A nos lecteurs : Pour une politique prolétarienne au Moyen-Orient01/04/19871987Lutte de Classe/medias/mensuelnumero/images/1987/04/8_0.jpg.484x700_q85_box-27%2C0%2C2451%2C3504_crop_detail.jpg

A nos lecteurs : Pour une politique prolétarienne au Moyen-Orient

Notre tendance se distingue par un certain nombre de ses positions politiques des autres organisations qui se réclament du communisme révolutionnaire, y compris des autres organisations trotskystes.

Nous voudrions prendre, dans ce numéro de Lutte de Classe, l'exemple de nos positions politiques concernant la situation au Moyen-Orient.

Cette région offre l'exemple d'un inextricable enchevêtrement de conflits, résultat de la présence impérialiste et de l'exacerbation des tensions de toute nature dont elle est responsable. Une telle crise ne peut prendre fin qu'avec celle de cette présence impérialiste elle-même, par la réalisation d'une fédération socialiste des peuples du Moyen-Orient.

Affirmer cela, c'est affirmer que tous les peuples qui vivent dans la région ont le droit de continuer à le faire, en ayant leur propre langue, leur propre culture, leur propre existence nationale s'ils le désirent, mais c'est dire aussi que cette coexistence ne peut être réalisée qu'en mettant fin à toute oppression de classe et donc, en fait, à l'existence de l'impérialisme lui-même, non seulement au Moyen-Orient mais sur le plan mondial.

C'est dire aussi qu'aucune organisation, aucune politique nationalistes, ne peuvent offrir une solution tant soit peu viable aux déchirements du Moyen-Orient, car ces déchirements sont, précisément, le résultat de l'affrontement des nationalismes opposés ou concurrents, affrontement que les puissances impérialistes utilisent pour imposer leur système d'influence et de domination. C'est en soutenant tour à tour tel ou tel nationalisme, tel ou tel État contre tel autre que l'impérialisme a trouvé et trouve le moyen de maintenir une intervention permanente dans la région. C'est par le biais des organisations nationalistes ou confessionnelles que les couches dominantes locales maintiennent leur emprise politique sur les couches exploitées L'influence des organisations et des idéologies nationalistes ou confessionnelles est, dans ces conditions, un des premiers obstacles qu'ont à combattre les révolutionnaires prolétariens.

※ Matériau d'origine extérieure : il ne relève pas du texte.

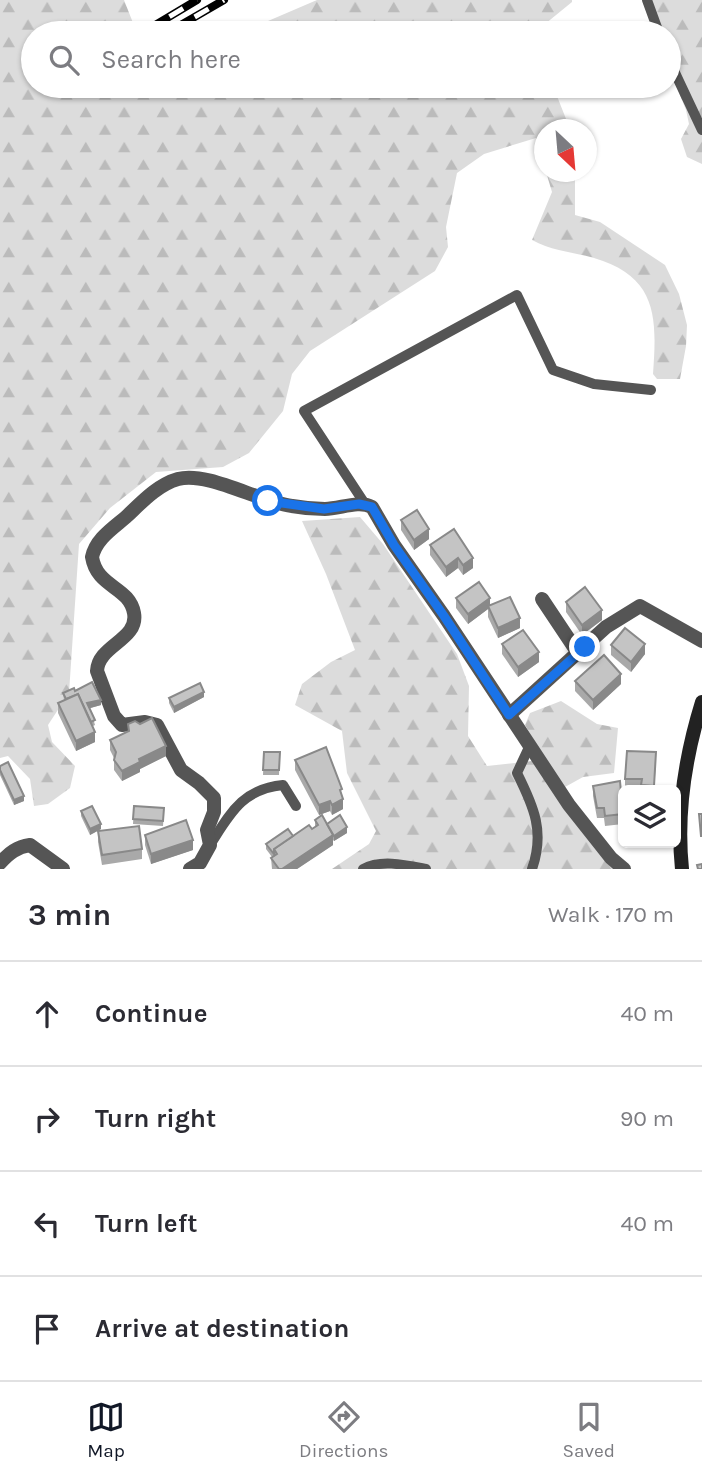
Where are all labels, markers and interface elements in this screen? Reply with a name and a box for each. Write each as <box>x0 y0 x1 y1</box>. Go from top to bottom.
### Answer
search box <box>21 21 681 98</box>
icon: search <box>45 41 83 79</box>
text: Search here <box>101 44 241 75</box>
north arrow <box>534 119 597 182</box>
route start <box>252 485 283 516</box>
route end <box>569 631 600 662</box>
map controls <box>618 785 681 848</box>
button: layers <box>618 785 681 848</box>
text: 3 min <box>28 897 111 933</box>
text: Walk · 170 m <box>548 901 674 928</box>
icon: ahead <box>28 995 66 1033</box>
text: Continue <box>95 998 207 1029</box>
text: 40 m <box>621 1000 674 1027</box>
icon: right <box>28 1100 66 1138</box>
text: Turn right <box>95 1103 216 1134</box>
text: 90 m <box>620 1105 674 1132</box>
icon: left <box>28 1205 66 1243</box>
text: Turn left <box>95 1208 197 1239</box>
text: 40 m <box>621 1210 674 1237</box>
icon: arrive <box>28 1310 66 1348</box>
text: Arrive at destination <box>95 1313 349 1344</box>
tab: Map <box>87 1398 125 1462</box>
tab: Directions <box>299 1398 388 1462</box>
tab: Saved <box>562 1398 615 1462</box>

Cela est vrai d'abord du nationalisme sioniste, qui s'est révélé un moyen très efficace pour souder la population israélienne à la politique agressive de ses dirigeants. En exploitant le désir des rescapés des camps de la mort, au lendemain de la Seconde Guerre mondiale, de disposer d'un havre pour vivre en paix, en les entraînant dans des guerres successives contre les peuples arabes voisins, le sionisme a développé, au sein de la population israélienne, une mentalité de peuple assiégé, prêt à se battre contre tous ses voisins car il croit défendre ainsi son droit à l'existence. Ce fait, joint à la politique pro-impérialiste des dirigeants de l'État d'Israël, a fait de l'armée sioniste le principal et le plus efficace instrument de défense des intérêts impérialistes dans la région.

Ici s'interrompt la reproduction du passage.